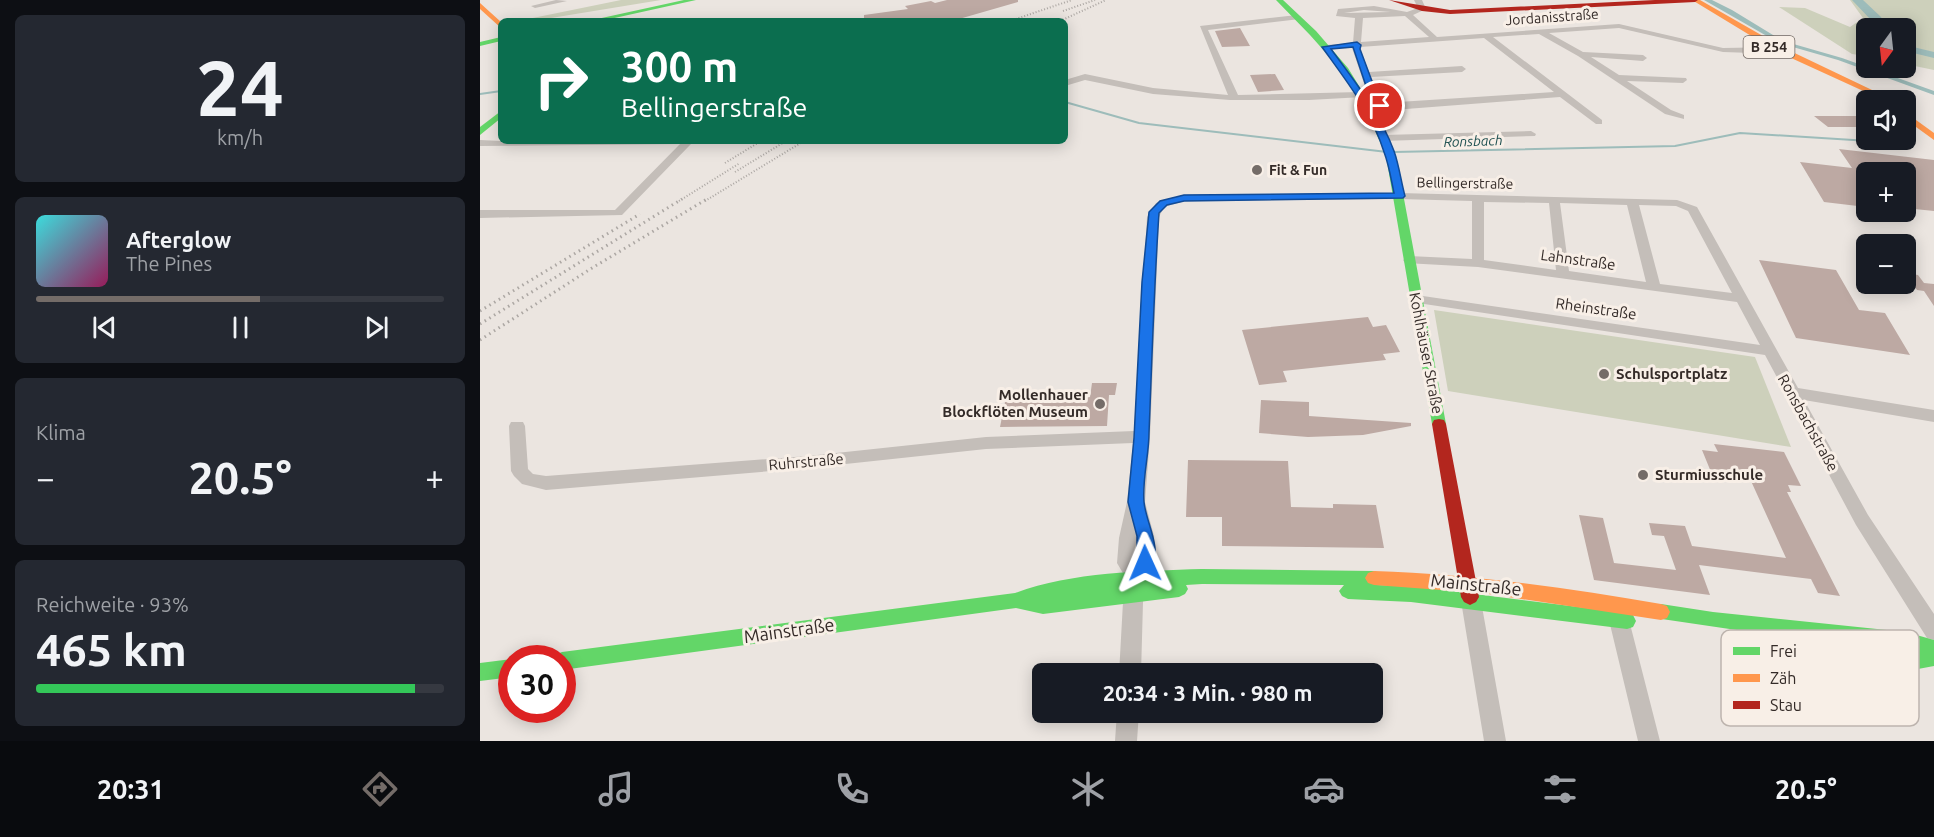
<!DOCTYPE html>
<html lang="de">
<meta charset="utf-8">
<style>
:root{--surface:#171b24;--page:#242831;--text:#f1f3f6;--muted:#9ea1a6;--line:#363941;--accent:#746c68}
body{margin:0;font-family:Ubuntu,sans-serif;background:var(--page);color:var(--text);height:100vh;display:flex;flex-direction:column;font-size:22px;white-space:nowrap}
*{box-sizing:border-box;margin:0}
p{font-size:20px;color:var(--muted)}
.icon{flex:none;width:33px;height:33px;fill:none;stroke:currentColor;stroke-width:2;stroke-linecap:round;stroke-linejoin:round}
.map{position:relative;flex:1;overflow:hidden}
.sheet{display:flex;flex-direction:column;gap:15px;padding:15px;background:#0d0f14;width:480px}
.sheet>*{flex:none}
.hud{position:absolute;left:18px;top:18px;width:570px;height:126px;border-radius:9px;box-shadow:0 3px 15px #0003;background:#0b6e4f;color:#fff;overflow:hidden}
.needle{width:39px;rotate:195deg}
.fabs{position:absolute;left:1376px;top:18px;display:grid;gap:12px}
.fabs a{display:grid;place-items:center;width:60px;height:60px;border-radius:9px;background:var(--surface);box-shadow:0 3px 15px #0003;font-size:30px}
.speed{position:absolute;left:18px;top:645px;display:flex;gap:12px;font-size:30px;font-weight:700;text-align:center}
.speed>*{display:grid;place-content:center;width:78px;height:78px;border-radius:50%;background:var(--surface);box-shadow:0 3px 15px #0003;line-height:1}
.speed .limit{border:9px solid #d22;background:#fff;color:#111}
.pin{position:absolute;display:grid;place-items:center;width:51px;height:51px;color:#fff;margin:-26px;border:3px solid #fff;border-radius:50%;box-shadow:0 2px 6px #0007}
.me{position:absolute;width:66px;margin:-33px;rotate:359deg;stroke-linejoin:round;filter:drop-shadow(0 0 4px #0008)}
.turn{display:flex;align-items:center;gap:21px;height:126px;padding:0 24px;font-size:27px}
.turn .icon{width:78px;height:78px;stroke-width:2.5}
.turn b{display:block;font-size:42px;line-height:51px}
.big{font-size:45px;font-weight:700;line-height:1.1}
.sheet .tile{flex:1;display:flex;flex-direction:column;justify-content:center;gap:9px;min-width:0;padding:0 21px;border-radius:9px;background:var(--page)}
.sheet .dial{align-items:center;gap:0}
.dial b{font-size:78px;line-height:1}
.song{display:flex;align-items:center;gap:18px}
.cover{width:72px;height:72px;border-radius:9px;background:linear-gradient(135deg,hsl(180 70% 55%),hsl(330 70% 35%))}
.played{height:6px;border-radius:3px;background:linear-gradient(90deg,var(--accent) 55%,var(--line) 55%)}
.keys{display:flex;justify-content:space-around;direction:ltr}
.heat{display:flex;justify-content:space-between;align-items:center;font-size:33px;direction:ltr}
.charge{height:9px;border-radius:4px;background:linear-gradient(90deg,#34c759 93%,var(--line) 0)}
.trip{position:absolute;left:552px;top:663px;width:351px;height:60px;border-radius:9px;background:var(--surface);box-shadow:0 3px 15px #0003;font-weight:700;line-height:60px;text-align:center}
.tab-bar{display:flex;height:96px;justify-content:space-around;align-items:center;background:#090b0e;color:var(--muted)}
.tab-bar .icon{width:42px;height:42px}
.tab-bar .current{color:var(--accent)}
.tab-bar b{font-size:27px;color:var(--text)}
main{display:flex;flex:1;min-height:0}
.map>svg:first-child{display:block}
.green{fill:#cdd0bb}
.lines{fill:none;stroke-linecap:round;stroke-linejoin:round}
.stream{stroke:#9dbcba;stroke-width:2}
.canal{fill:#9dbcba;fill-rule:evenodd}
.river{fill:#9dbcba;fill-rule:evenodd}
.building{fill:#bda9a3}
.street{fill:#c4beb9;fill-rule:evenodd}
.fast{fill:#63d668;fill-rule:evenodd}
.slow{fill:#ff974d;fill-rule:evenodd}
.jam{fill:#b3261e;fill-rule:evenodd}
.rail-far1{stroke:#aca7a3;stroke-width:2;stroke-dasharray:1 2;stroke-linecap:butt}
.rail{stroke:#aca7a3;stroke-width:3;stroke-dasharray:1.5 4;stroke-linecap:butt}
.route{fill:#1a73e8;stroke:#114b97;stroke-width:1.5}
.poi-dot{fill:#746c68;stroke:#f8efe7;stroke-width:2}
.labels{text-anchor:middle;stroke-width:6;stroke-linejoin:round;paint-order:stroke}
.far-street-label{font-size:14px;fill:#342b28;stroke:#f8efe7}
.shield{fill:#f8efe7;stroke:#6f6661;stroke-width:1.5}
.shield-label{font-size:14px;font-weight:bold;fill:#342b28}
.far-water-label{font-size:14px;font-style:italic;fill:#215252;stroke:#f8efe7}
.far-poi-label{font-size:14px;font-weight:bold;fill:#342b28;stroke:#f8efe7;text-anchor:start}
.street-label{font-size:15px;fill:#342b28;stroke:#f8efe7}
.poi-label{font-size:15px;font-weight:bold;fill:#342b28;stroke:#f8efe7;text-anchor:start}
.near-street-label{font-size:18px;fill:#342b28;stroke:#f8efe7}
.key{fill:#f8efe7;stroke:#bdb4ae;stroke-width:1.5}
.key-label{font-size:16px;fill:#342b28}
</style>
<main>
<section class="sheet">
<div class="tile dial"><b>24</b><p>km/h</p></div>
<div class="tile">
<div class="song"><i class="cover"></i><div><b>Afterglow</b><p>The Pines</p></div></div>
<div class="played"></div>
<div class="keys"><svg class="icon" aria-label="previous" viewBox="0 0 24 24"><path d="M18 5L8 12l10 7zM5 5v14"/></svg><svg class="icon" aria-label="pause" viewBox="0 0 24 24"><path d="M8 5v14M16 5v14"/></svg><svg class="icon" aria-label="next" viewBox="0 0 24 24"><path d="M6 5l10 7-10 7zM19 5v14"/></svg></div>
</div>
<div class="tile"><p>Klima</p>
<div class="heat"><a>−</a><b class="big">20.5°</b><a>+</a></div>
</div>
<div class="tile"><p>Reichweite · 93%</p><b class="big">465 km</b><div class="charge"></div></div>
</section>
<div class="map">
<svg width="1454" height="741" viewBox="0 0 1454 741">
<rect width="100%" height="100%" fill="#ebe5e0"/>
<path class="green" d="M141 0H181L65 19 43 20Z
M1370 0H1454V70L1425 64V28H1386V56L1372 54 1299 7 1325 8 1370 27 1383 18Z
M954 310 1275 357 1311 447 968 391Z"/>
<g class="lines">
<path class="stream" d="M0 94 21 91
M585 102 659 123 907 152
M914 152 1195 146 1260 133 1405 142"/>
<path class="canal" d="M1224 0H1232L1252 10 1303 41 1362 58 1454 91V95L1358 60 1299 43Z"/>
<path class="river" d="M1372 0H1383L1401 17 1402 19 1399 25 1386 28V33L1382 32 1381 30 1383 25 1391 20Z
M1425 45 1454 52V58L1425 51Z"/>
</g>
<path class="building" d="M467 0H538V2L472 21H384V15L428 9 425 6 451 1 455 3Z
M760 28 770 46 742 47 735 31Z
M795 74 804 90 778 92 770 75Z
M1334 116H1386V133L1377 127H1348Z
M1359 149 1454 160V211L1425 208V172H1407L1402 169 1386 167V207L1344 202 1320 162 1372 168Z
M1279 260 1356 270 1379 310 1405 313 1430 355 1316 338Z
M1425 273 1438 275 1444 283 1454 284V306L1444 291 1437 290Z
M888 317 893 327 906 325 920 352 903 354 906 360 803 371 807 382 779 385 762 330Z
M612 383H637L635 395H629L627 426 520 427 525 402 574 401V398H585L584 401H604L605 398 610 397Z
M781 400 829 402V416L931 423V426L883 435 828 437 779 433Z
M1234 444 1304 452 1321 486 1308 485 1311 492H1307L1360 596 1338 593 1331 579 1219 565 1230 595 1114 580 1099 515 1123 518 1134 563 1196 570 1184 536 1172 535 1169 523 1205 526 1212 546 1306 558 1271 481 1249 478 1247 474 1231 472 1222 450 1238 452Z
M708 460 808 461 811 507 853 508V504L896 505 904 548 742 546V517H706Z"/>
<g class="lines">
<path class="street" d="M76 0 87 1 55 8 51 6Z
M934 0H942L946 9 933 15 957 37 1139 24 1243 48 1299 47 1303 49 1299 51 1272 53 1243 52 1139 28 1069 33 1103 52 1163 55 1167 58 1163 61 1111 57 1139 75 1206 78 1207 80 1203 83 1147 81 1191 110 1204 115V119L1185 114 1098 56 1059 34 1013 37 1122 120V124H1116L1080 97 913 110 897 108 890 101 872 48 846 49 842 47 846 45 873 43 875 18 856 16 858 9 894 6 927 12 938 8ZM884 10 911 12 864 13ZM925 16 949 37 881 42 883 18ZM1004 38 1074 92 903 103 891 77 982 72 986 69 982 66 889 72 880 49V47Z
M817 15 821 17 820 19 728 30 758 95 880 92 883 93V97L829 100H750L673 94 605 80 585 86V80L605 74 673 88 748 95 720 26Z
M1051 131 1056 134 1055 136 903 141 898 138 903 135Z
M0 140 21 141H253L248 144H211L142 215 0 218V210H135L200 144 0 146Z
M919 193 1197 200 1217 207 1318 388 1454 410V422L1324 400 1388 515 1454 614V640L1447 638 1376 525 1285 355 931 302 929 299 931 296 936 295 1280 345 1257 302 998 267 925 263 923 260 929 256 992 259V201L919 199 705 201 684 207 679 217 670 437 665 502 674 536 675 563 667 579 663 602 661 674H639L643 602 647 580 637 563 639 538 647 502 653 443 506 449 328 468 66 490 42 484 34 476 31 471 29 426 31 422H43L45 426 48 469 53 474 66 476 328 456 506 437 654 431 667 217 676 203 704 195ZM1004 202 1069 203 1076 270 1004 260ZM1080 203 1147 205 1166 282 1089 271ZM1159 205 1196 206 1208 211 1252 293 1180 284Z
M991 592 998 595 1001 601 1026 741H1004L981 601 984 595Z
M1138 607 1145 610 1148 616 1180 741H1158L1128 616 1131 610Z
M637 712H659L657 741H635Z"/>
<path class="fast" d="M204 0H216L121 21H108Z
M796 0H803L836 31 868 68 895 112 916 156 966 424 964 428H954L952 424 906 156 887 112 862 71 830 35Z
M21 37V41L0 46V42Z
M21 111V118L0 135V127Z
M722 569 894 571 900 573 903 578 900 583 896 585 931 586 1147 613 1153 615 1156 621 1153 627 1147 629 931 602 868 599 862 596 859 591 864 585 722 584 706 585 708 589 705 594 699 597 563 614 536 608 82 670V658H74L75 655 82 652 535 593C591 572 662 571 722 569Z
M1181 604 1233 612 1426 632 1454 640V666L1438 669 1276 646 1269 644 1267 638 1270 632 1175 618 1172 612 1175 606ZM1384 644 1426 648 1432 650Z
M32 659V677L0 681V663Z"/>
<path class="slow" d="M1212 0H1220L1302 47 1413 100H1403L1296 51Z
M0 3 21 22V28L0 9Z
M1425 112 1454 133V140L1425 119Z
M894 571C991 574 1086 588 1181 604L1187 606 1190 612 1187 618 1181 620 1002 593 894 585 888 583 885 578 888 573Z"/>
<path class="jam" d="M909 0 970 10 1175 0H1218L1215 2 970 14 942 11Z
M959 419 964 420 966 424 999 597 996 602 990 605 984 602 981 597 952 424 954 420Z"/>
<path class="rail-far1" d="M583 11 615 0
M530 21 592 0
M580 21 626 0
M245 163 281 141
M255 172 306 141
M199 201 260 163
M225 201 324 141"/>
<path class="rail" d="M0 311 160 214
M0 324 202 199
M0 340 112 268 227 199"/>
</g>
<path class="route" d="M877 42 881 45 880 49 899 100 904 106 903 108H897L891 101 873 47 851 49C874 80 900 113 914 151 919 165 921 181 925 196L923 198 704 201 687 205 679 213C674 286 672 359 669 433 669 455 662 480 664 502 666 523 682 547 672 569L665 571 659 569 657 563V536L648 502 654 438 662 282 669 212 680 201 704 195 914 193C911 179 909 165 904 152 892 113 865 79 842 47Z"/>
<g class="poi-dot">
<circle cx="777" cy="170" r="6"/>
<circle cx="1124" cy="374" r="6"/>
<circle cx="620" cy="404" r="6"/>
<circle cx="1163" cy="475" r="6"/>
</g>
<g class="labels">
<g class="far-street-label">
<text transform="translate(1072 17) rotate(-4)" y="5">Jordanisstraße</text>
<text transform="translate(985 183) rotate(1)" y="5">Bellingerstraße</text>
</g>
<rect class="shield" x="1263.5" y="36" width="51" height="22" rx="4.5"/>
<g class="shield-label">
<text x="1289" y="52">B 254</text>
</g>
<g class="far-water-label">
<text transform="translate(993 141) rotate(-2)" y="5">Ronsbach</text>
</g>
<g class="far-poi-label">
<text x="789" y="175">Fit &amp; Fun</text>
</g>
<g class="street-label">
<text transform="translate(1098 260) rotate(8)" y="5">Lahnstraße</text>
<text transform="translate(1116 309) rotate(8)" y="5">Rheinstraße</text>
<text transform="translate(946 353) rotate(79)" y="5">Kohlhäuser Straße</text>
<text transform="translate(1328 423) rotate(61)" y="5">Ronsbachstraße</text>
<text transform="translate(326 462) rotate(-5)" y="5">Ruhrstraße</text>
</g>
<g class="poi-label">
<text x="1136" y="379">Schulsportplatz</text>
<text x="608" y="400" text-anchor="end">Mollenhauer<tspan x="608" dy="17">Blockflöten Museum</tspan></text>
<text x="1175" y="480">Sturmiusschule</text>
</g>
<g class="near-street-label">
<text transform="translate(996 585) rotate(6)" y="6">Mainstraße</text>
<text transform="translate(309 631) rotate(-8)" y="6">Mainstraße</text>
</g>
</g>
<rect x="1241" y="630" width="198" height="96" rx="9" class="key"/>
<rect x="1253" y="647" width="27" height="8" fill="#63d668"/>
<rect x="1253" y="674" width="27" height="8" fill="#ff974d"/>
<rect x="1253" y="701" width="27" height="8" fill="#b3261e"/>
<g class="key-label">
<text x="1290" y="657">Frei</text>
<text x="1290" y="684">Zäh</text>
<text x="1290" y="711">Stau</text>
</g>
</svg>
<div class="fabs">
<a><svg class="needle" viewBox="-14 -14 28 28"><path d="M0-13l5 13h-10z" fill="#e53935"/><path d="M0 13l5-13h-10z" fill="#9ea1a6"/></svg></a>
<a><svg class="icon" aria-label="sound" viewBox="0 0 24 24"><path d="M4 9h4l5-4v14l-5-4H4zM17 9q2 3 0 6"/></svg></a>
<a>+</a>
<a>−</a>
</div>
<div class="speed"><div class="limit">30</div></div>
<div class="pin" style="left:900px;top:106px;background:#d93025"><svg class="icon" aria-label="arrive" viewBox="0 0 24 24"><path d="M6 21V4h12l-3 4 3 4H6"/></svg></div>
<svg class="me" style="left:665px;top:563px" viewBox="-20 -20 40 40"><path d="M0-17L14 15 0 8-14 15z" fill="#1a73e8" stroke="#fff" stroke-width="4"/></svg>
<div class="trip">20:34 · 3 Min. · 980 m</div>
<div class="hud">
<div class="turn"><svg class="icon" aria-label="right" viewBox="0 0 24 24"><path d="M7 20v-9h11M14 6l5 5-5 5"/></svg><div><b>300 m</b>Bellingerstraße</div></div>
</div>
</div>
</main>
<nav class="tab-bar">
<b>20:31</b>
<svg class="icon current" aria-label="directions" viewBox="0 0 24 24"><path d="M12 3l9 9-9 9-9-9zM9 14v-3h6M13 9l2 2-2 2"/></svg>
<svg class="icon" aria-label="music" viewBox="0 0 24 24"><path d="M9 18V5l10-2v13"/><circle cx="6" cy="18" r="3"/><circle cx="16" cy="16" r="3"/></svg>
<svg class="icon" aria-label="phone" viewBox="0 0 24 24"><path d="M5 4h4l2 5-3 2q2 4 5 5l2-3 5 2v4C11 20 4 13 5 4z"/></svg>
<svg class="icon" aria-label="climate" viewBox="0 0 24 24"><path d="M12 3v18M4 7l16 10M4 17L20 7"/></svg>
<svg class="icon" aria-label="car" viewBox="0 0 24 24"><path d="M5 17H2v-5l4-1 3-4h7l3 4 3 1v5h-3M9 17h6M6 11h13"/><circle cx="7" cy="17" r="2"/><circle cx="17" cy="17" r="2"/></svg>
<svg class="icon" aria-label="filters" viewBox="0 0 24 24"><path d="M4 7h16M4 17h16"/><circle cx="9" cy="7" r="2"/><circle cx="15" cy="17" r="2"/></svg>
<b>20.5°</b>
</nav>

------------------------------------------------------------------------

What you need to do: Pull every line with the string "evenodd" out of the material.

Expected answer:
.canal{fill:#9dbcba;fill-rule:evenodd}
.river{fill:#9dbcba;fill-rule:evenodd}
.street{fill:#c4beb9;fill-rule:evenodd}
.fast{fill:#63d668;fill-rule:evenodd}
.slow{fill:#ff974d;fill-rule:evenodd}
.jam{fill:#b3261e;fill-rule:evenodd}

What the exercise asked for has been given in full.